First attempt. Let $K=\mathrm{Im}\,(\,f)$. If $f$ is not constant, then it is open and hence $$ \Omega\supsetneq K \supsetneq f(\Omega) \supsetneq f(K)\supsetneq\cdots\supsetneq f^{n}(\Omega)\supsetneq f^{n}(K)\supsetneq\cdots. $$ Then if $K_n=f^{n}(K)$, clearly $L=\bigcap f^{n}(\Omega)=\bigcap K_n\ne\varnothing$. It suffices to show that $L$ is a singleton.
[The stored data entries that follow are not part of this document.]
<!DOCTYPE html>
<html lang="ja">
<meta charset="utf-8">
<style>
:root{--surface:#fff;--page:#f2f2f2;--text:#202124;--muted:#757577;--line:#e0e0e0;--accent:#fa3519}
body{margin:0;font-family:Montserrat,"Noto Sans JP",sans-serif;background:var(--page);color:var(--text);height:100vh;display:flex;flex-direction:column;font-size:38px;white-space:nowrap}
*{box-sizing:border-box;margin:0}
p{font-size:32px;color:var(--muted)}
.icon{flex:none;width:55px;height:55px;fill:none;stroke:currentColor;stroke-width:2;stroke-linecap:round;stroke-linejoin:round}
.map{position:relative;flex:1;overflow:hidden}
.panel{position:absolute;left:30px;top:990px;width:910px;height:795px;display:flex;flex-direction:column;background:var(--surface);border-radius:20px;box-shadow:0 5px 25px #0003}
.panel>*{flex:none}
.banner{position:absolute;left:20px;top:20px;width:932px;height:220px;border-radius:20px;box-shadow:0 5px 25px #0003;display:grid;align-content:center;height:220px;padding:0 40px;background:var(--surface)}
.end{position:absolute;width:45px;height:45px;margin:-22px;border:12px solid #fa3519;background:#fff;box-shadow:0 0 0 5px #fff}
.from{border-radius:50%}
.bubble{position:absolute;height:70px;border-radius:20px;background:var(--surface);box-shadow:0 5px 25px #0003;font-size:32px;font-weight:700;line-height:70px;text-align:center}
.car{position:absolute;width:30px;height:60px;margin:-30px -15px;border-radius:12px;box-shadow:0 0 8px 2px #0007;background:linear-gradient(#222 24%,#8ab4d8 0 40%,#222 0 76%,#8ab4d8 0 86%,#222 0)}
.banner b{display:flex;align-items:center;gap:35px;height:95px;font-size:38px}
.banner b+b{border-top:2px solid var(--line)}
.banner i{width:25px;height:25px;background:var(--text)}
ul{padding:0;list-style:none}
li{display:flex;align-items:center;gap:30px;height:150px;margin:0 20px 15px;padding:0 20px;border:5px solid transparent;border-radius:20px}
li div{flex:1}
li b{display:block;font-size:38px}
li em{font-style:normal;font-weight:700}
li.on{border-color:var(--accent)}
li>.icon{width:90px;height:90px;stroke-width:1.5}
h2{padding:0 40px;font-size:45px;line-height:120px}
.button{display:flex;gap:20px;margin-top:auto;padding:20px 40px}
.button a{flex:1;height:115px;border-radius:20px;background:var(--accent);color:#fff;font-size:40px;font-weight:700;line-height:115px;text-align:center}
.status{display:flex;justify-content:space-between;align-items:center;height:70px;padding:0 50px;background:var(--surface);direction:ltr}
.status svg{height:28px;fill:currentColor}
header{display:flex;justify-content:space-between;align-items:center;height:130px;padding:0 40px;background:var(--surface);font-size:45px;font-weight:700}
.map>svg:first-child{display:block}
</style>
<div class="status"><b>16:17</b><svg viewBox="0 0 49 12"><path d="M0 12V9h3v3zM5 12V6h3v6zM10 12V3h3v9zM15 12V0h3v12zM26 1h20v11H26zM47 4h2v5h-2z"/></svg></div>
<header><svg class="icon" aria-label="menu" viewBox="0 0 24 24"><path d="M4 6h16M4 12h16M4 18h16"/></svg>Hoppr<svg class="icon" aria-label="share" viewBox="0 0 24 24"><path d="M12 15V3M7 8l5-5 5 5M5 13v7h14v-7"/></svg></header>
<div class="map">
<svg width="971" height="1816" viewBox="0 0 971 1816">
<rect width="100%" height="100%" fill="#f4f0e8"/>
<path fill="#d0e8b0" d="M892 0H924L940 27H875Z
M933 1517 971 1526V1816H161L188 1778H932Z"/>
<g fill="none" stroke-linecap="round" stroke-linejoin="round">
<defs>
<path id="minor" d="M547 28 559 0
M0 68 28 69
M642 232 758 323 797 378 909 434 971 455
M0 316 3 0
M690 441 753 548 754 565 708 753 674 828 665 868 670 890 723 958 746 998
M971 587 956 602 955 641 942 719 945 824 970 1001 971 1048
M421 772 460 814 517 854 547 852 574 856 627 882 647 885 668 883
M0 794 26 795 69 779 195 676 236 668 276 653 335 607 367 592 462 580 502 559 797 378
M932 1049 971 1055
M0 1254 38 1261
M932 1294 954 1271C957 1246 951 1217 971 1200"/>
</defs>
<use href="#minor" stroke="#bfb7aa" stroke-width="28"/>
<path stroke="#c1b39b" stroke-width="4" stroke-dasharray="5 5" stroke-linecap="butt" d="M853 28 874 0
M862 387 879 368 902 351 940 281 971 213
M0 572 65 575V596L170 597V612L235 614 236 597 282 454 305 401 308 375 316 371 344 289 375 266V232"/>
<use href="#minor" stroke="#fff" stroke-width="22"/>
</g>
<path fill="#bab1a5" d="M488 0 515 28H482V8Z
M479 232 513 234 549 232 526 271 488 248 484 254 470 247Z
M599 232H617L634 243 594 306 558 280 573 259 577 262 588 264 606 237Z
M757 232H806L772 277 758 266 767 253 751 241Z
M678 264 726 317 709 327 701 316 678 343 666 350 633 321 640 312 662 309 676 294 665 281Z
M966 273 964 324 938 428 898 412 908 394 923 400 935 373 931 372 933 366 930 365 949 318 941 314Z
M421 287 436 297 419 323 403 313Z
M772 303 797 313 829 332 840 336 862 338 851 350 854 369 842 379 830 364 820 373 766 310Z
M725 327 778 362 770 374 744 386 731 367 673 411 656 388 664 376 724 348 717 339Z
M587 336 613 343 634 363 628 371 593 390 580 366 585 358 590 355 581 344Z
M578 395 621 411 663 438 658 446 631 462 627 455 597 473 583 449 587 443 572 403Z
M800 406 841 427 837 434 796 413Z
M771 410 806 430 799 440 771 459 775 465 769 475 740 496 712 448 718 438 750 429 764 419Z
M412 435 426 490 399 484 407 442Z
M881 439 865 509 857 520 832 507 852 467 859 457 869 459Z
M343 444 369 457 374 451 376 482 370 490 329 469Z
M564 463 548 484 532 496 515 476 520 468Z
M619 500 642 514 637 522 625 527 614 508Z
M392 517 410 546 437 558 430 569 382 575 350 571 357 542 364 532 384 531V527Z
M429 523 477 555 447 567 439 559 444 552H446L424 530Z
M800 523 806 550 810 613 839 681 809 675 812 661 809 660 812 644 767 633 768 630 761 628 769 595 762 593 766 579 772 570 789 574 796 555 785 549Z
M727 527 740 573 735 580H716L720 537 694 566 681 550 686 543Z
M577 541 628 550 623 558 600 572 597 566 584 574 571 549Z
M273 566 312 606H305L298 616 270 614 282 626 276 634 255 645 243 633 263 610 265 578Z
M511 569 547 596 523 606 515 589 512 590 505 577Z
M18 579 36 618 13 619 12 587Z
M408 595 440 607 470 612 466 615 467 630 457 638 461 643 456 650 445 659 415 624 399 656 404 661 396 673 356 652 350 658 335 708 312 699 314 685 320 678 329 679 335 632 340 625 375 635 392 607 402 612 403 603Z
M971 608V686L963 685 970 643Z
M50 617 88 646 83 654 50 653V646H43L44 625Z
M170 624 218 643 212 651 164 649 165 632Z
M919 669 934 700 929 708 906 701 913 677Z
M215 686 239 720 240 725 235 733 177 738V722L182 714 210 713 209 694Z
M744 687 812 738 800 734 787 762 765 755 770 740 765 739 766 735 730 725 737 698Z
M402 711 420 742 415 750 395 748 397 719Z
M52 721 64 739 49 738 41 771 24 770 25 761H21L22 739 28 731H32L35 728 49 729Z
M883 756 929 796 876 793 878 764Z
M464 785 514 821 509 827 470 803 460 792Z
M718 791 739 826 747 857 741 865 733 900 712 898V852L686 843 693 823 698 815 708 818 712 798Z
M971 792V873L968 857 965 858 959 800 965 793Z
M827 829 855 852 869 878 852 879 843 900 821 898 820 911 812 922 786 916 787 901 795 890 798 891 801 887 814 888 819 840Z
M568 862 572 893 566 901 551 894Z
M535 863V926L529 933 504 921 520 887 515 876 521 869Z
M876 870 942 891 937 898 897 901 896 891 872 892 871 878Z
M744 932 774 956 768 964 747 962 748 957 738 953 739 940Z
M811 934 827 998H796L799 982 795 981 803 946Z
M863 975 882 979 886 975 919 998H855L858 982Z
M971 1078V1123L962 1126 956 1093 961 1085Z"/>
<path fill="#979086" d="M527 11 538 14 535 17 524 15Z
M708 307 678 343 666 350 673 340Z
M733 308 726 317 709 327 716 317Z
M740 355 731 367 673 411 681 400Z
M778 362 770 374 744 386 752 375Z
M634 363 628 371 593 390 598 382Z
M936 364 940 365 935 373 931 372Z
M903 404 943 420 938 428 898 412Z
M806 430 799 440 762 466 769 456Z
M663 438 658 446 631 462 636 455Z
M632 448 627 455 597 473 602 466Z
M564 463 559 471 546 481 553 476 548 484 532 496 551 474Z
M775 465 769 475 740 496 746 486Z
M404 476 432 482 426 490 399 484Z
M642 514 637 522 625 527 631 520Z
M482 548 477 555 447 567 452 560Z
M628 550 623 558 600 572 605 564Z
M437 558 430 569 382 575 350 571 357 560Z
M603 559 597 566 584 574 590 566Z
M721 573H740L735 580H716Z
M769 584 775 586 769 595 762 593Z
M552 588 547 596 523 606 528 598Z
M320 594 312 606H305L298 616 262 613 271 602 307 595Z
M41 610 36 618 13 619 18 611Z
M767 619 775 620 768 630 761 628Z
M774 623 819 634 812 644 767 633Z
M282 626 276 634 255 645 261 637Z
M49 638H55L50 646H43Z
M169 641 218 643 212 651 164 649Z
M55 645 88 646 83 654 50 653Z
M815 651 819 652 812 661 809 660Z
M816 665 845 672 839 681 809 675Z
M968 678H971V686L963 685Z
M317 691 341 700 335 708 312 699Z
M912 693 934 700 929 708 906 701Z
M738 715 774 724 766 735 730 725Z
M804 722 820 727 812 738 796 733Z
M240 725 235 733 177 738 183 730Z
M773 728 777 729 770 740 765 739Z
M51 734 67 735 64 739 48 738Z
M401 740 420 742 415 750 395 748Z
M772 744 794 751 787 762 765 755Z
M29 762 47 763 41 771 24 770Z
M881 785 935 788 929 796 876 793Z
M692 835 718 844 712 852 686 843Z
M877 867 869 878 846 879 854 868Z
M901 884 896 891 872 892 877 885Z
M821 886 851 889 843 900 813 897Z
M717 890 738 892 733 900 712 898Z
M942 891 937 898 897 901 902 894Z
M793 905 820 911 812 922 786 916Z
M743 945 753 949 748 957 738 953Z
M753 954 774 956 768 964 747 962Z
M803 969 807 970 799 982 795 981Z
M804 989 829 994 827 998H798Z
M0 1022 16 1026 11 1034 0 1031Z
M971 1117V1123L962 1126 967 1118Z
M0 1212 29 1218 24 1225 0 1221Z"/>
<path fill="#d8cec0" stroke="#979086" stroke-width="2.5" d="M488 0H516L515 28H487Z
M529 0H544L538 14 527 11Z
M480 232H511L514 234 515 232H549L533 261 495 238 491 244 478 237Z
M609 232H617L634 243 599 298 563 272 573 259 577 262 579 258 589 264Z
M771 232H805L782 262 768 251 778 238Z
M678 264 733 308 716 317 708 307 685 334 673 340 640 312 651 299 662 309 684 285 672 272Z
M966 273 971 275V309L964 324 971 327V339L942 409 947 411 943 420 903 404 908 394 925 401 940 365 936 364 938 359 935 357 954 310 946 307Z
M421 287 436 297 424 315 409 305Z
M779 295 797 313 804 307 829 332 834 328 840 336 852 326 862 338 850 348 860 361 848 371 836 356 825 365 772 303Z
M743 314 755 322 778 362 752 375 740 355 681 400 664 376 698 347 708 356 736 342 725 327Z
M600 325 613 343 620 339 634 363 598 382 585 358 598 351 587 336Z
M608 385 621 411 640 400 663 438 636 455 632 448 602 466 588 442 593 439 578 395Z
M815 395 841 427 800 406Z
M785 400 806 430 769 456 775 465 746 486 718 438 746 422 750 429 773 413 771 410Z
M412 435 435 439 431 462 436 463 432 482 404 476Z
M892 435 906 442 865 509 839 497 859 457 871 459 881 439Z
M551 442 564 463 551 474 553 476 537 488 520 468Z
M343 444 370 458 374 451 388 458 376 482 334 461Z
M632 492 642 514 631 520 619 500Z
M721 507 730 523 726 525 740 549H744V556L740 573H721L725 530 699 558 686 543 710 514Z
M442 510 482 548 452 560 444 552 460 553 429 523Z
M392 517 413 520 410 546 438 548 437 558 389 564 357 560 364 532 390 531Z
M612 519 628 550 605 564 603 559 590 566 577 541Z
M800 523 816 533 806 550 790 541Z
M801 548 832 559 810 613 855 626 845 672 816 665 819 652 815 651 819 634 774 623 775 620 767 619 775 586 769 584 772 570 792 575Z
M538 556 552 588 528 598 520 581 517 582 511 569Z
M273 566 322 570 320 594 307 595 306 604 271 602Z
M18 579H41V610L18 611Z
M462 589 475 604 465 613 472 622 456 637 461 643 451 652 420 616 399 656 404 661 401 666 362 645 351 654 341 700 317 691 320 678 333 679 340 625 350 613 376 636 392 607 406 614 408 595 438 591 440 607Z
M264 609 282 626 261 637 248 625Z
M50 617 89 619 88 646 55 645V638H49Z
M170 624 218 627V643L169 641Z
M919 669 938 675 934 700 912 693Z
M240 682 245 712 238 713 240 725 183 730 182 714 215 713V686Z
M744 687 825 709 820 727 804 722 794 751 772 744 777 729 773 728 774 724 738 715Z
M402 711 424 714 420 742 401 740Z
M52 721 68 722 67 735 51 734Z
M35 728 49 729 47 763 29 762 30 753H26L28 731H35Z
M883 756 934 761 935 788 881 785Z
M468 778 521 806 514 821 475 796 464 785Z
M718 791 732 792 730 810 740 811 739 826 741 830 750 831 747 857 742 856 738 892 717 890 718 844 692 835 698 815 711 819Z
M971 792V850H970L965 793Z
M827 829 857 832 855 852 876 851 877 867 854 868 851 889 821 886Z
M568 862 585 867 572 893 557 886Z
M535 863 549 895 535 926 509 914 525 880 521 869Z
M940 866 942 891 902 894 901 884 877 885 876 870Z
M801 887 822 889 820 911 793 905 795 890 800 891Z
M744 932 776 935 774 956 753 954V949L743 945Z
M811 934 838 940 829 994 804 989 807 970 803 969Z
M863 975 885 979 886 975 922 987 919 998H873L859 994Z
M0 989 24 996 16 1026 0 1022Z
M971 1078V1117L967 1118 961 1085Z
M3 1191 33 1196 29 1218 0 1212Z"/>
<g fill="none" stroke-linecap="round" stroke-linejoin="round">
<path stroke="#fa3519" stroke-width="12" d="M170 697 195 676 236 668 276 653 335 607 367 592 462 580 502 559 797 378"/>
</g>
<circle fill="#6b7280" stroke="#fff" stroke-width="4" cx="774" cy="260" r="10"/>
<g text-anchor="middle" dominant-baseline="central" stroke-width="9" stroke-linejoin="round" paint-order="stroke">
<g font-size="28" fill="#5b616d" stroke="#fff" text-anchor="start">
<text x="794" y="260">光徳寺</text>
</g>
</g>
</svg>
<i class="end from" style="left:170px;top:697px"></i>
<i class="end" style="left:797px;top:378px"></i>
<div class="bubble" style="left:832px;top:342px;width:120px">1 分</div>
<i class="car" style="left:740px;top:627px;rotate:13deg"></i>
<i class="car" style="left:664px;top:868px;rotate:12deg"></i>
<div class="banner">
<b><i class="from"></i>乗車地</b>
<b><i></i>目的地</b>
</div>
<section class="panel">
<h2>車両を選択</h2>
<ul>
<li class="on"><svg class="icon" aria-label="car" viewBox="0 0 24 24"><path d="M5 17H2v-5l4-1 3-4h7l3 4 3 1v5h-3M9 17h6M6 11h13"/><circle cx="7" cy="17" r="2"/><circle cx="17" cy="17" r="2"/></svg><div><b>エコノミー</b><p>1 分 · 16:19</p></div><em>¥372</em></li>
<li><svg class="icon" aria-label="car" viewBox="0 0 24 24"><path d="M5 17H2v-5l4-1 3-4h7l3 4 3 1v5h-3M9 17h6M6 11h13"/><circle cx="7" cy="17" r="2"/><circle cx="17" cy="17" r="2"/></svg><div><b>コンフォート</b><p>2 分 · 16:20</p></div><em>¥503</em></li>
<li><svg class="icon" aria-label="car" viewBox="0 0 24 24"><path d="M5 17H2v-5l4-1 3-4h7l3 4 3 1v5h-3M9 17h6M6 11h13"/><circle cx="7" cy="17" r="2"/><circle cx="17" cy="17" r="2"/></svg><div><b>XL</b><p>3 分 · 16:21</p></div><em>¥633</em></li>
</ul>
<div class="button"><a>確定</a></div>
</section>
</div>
Consider the well-defined sequence: $$ f_1=f,\,\,f_{n+1}=f\circ f_{n}, \quad n\in\mathbb N. $$ Clearly, $\{f_n\}$ is a normal family, as they are all bounded, and hence there exists a locally uniformly converging subsequence $f_{n_k}\to g$, where $g: \Omega\to\mathbb C$ holomorphic. As observed in the OP $$ \Omega\supsetneq K \supsetneq f(\Omega) \supsetneq f(K)\supsetneq\cdots\supsetneq f_{n}(\Omega)\supsetneq f_{n}(K)\supsetneq\cdots. $$ Hence, for a limit $g$ of a locally uniformly converging subsequence $\{f_{k_n}\}$, we should have that $$ g(\Omega)\subset L=\bigcap_{n=1}^\infty f_n(\Omega)=\bigcap_{n=1}^\infty f_n(K). $$ Clearly, $L$ is compact, as an intersection of compact sets. We shall now show that $L\subset g(\Omega)$, and hence, as $\Omega$ is connected, due to the Open Mapping Theorem, $g$ is constant and $L$ is a singleton.
Let $w\in L$. Then, for every $n\in\mathbb N$, there exists a $z_n\in\Omega$, such that $w=f_n(z_n)$. But $f_{n+1}(z_{n+1})=f_{n}\big(f(z_{n+1})\big)$, and hence the sequence $\{z_n\}$ could be chosen so that $\{z_n\}_{n=m+1}^\infty \subset f_m(K)$. Now clearly, $\{z_{k_n}\}$ possesses a converging subsequence $\{z_{\ell_n}\}$, with $z_{\ell_n}\to\zeta_0\in K\subset\Omega$. We have that $$ w=f_{\ell_n}(z_{\ell_n})=\lim_{n\to\infty}f_{\ell_n}(z_{\ell_n})=g(\zeta_0), $$ and hence $w\in g(\Omega)$.
We have shown that $L=\{z_0\}$. Clearly, $\,f(L)=L$, and if $\hat z_0$ were another fixed point, then $\hat z_0 \in L$.